Assigned task ->
All lines in the records that carry the string "Coimbatore" are to be shown.

Input ->
┌──

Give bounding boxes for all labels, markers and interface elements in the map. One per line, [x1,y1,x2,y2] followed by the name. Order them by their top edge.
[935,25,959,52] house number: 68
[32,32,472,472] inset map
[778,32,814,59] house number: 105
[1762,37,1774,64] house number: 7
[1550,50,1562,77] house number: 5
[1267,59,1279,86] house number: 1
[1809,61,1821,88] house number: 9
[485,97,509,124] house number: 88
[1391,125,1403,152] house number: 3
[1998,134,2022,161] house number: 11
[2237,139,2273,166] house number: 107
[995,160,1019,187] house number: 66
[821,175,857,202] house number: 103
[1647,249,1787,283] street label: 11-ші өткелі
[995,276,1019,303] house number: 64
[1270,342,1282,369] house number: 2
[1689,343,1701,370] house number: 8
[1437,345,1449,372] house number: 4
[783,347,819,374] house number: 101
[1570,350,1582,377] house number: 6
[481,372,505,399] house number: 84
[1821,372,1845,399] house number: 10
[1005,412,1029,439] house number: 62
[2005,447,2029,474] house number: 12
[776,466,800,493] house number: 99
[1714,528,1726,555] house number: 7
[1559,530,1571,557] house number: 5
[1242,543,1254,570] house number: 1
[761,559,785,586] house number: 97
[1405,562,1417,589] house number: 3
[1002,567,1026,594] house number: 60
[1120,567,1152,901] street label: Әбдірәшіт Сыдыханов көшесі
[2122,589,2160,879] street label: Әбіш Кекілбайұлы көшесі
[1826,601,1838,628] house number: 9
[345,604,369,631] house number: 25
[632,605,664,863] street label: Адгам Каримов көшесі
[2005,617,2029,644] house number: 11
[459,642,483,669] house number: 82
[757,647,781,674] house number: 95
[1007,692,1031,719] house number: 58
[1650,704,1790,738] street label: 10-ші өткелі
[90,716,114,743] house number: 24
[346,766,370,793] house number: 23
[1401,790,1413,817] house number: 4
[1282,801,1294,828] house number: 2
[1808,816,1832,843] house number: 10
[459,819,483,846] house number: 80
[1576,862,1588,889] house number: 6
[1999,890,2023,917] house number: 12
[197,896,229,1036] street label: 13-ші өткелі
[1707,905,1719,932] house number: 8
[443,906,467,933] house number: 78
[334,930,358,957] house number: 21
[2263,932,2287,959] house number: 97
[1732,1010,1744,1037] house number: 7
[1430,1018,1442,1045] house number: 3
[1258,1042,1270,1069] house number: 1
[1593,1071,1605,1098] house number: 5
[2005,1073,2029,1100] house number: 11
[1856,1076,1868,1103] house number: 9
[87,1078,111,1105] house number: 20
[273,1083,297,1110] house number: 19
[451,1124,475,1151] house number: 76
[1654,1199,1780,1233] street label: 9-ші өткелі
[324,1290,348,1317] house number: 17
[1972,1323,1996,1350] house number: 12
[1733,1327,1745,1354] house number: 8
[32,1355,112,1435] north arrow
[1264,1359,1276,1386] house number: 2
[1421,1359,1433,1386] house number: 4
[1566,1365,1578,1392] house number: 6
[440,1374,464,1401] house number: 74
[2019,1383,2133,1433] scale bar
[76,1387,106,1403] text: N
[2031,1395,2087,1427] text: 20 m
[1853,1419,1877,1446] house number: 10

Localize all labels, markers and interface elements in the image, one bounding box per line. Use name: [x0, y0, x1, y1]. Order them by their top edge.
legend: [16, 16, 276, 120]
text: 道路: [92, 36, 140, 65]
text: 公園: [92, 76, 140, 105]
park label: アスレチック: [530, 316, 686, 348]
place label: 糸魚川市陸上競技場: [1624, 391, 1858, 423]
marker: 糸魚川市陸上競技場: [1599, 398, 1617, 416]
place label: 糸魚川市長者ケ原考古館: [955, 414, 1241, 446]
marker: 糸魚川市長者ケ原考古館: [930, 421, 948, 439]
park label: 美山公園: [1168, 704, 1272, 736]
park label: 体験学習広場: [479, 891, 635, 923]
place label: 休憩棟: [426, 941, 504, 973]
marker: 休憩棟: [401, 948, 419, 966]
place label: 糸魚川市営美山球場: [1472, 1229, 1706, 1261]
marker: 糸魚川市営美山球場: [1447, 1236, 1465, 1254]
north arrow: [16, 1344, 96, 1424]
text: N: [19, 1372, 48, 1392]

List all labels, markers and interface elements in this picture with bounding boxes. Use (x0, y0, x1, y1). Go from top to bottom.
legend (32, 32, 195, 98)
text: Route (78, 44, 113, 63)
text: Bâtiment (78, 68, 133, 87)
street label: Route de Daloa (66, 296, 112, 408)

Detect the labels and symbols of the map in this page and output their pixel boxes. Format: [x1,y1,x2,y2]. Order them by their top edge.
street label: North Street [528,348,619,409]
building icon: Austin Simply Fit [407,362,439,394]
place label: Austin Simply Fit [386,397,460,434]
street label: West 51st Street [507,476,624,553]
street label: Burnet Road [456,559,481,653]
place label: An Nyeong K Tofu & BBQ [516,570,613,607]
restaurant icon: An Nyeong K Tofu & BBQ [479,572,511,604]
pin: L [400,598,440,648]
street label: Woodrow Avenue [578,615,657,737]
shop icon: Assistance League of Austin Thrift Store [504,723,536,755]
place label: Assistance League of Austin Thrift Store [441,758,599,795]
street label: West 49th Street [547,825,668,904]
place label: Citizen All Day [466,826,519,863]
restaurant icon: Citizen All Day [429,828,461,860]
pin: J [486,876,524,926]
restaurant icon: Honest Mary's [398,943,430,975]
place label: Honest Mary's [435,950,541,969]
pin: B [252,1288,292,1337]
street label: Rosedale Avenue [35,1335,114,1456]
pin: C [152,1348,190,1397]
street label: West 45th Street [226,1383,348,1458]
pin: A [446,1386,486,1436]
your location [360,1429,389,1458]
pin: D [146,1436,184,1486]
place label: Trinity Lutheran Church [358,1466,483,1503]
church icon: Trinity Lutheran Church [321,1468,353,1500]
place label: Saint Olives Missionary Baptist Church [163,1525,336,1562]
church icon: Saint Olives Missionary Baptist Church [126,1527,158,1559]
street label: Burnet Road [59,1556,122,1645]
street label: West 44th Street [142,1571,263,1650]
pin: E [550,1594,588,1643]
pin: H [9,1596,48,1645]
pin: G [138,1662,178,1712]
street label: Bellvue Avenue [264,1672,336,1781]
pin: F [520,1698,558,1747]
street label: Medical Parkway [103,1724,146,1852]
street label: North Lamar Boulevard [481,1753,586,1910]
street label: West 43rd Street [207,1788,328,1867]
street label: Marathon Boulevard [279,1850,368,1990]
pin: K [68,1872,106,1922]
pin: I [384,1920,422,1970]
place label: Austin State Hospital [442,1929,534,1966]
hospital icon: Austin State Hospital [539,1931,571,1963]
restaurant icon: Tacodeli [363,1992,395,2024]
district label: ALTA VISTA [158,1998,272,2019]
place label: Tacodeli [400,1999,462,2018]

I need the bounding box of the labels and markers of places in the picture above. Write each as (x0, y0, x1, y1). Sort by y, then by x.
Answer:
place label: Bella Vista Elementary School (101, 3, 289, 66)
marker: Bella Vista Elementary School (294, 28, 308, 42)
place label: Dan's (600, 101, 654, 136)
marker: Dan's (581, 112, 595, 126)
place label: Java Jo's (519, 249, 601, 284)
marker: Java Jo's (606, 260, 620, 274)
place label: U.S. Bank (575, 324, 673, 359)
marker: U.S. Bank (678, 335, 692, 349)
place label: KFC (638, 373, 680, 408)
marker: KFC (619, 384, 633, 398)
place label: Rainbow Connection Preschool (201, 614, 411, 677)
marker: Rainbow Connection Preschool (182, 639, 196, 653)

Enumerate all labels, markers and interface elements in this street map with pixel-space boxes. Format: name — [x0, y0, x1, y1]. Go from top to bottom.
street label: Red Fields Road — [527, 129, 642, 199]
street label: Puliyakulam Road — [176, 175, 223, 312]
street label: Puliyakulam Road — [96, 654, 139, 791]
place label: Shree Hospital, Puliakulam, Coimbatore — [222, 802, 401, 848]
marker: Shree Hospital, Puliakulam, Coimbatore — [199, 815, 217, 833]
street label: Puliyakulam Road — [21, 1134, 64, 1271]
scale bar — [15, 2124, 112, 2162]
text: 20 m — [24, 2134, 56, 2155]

└──

Solution to the problem ->
place label: Shree Hospital, Puliakulam, Coimbatore — [222, 802, 401, 848]
marker: Shree Hospital, Puliakulam, Coimbatore — [199, 815, 217, 833]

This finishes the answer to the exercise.